Se debe renunciar a todos los prejuicios, ya sean de religión, de raza, de política o de nacionalidad, pues estos prejuicios han causado la enfermedad del mundo. Se trata de una grave dolencia, que, a menos que sea detenida, es capaz de provocar la destrucción de la totalidad de la raza humana. Todas las guerras ruinosas, con su terrible derramamiento de sangre y sus miserias, han sido causadas por uno u otro de estos prejuicios.

     Las lamentables guerras que se suceden en estos días, han sido originadas por el odio religioso fanático de un pueblo hacia otro, o por los prejuicios de raza o de color.

     Hasta que todas estas barreras erigidas por los prejuicios no sean derribadas, no será posible que la humanidad alcance la paz. Por esta razón Bahá'u'lláh ha dicho: "Estos prejuicios son perjudiciales para la humanidad."

     En primer lugar, contemplamos el prejuicio de religión: considerad las naciones de los llamados pueblos religiosos; si fueran verdaderos adoradores de Dios obedecerían Su Ley, que les prohíbe matarse unos a otros.

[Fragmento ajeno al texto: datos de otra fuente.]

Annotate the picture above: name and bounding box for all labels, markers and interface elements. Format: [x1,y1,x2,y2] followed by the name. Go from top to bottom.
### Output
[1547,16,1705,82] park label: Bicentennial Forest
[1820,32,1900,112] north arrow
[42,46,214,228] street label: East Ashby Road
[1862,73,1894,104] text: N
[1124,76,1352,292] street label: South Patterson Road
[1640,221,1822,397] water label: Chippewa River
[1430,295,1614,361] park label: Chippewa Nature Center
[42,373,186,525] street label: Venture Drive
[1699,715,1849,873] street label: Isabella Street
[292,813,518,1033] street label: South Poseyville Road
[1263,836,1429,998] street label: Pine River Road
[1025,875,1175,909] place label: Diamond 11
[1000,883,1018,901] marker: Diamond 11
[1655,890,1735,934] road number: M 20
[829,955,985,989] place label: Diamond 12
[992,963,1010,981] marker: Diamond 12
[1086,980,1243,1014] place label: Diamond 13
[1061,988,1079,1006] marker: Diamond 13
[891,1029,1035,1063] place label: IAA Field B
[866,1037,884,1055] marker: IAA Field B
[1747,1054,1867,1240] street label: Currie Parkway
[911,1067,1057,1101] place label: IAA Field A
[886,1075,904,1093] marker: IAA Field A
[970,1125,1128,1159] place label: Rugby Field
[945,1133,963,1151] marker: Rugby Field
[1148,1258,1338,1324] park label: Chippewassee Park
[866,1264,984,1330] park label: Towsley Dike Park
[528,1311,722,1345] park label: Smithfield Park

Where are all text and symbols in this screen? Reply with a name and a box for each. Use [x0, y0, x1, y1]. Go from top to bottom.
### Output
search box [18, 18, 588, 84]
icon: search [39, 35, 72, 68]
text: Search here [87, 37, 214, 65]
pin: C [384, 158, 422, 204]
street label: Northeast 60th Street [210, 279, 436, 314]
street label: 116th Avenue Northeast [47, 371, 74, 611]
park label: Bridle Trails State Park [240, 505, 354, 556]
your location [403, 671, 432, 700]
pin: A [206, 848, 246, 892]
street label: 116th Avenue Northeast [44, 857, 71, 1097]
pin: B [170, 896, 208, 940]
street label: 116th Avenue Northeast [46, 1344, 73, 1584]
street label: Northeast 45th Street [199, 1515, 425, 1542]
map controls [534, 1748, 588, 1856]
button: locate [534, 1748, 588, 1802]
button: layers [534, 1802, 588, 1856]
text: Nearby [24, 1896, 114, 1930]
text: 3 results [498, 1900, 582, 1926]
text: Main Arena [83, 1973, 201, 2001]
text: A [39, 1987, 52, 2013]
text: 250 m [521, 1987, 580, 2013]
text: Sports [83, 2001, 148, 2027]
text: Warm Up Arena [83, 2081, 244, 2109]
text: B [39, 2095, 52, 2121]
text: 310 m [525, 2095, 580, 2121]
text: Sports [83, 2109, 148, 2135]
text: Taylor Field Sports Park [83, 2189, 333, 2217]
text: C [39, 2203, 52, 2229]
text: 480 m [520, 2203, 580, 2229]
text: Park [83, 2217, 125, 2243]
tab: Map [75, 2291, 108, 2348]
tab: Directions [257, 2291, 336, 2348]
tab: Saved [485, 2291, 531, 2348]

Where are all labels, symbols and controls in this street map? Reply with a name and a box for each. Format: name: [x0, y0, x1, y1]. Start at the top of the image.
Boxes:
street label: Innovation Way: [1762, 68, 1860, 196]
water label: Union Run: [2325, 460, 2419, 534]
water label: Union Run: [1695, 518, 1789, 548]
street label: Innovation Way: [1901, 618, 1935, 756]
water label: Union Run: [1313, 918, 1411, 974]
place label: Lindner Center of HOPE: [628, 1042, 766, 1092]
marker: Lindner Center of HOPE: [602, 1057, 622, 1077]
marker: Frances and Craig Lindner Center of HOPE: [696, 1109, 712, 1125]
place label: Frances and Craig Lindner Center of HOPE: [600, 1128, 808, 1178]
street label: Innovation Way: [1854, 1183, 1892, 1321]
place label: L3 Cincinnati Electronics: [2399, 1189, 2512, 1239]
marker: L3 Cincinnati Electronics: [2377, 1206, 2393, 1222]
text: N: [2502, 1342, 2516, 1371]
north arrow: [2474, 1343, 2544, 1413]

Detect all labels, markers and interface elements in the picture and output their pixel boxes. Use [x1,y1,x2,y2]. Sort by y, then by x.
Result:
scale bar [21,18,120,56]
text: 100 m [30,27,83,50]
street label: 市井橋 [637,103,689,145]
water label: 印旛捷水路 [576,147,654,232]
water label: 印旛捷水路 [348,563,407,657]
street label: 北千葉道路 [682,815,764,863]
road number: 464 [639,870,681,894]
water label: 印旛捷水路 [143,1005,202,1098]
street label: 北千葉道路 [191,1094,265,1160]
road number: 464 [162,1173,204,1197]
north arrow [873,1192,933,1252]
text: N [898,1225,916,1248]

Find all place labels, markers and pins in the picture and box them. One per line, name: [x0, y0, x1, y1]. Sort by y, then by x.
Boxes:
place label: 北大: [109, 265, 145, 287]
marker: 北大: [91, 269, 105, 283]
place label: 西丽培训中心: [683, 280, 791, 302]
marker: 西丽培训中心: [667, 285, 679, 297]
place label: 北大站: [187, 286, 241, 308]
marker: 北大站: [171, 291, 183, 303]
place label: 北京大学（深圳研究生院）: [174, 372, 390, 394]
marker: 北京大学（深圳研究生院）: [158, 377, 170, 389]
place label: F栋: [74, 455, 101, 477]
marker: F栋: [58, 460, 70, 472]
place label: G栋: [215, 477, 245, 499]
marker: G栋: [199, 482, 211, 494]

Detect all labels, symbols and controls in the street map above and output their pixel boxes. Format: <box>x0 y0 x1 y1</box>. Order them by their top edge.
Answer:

     Si los sacerdotes de la religión adoraran realmente al Dios de amor y sirvieran a la Luz Divina, enseñarían a sus pueblos a guardar el principal Mandamiento: "Amar y ser caritativos con todos los seres humanos." Pero encontramos lo contrario, pues a menudo son los sacerdotes quienes incitan a las naciones a luchar. ¡El odio religioso es siempre el más cruel!

 

     Todas las religiones enseñan que deberíamos amarnos los unos a los otros, que deberíamos ver nuestros propios defectos antes de pretender condenar las faltas de los demás, que no debemos considerarnos superiores a nuestros semejantes. Debemos tener mucho cuidado de no enaltecernos, para no ser humillados.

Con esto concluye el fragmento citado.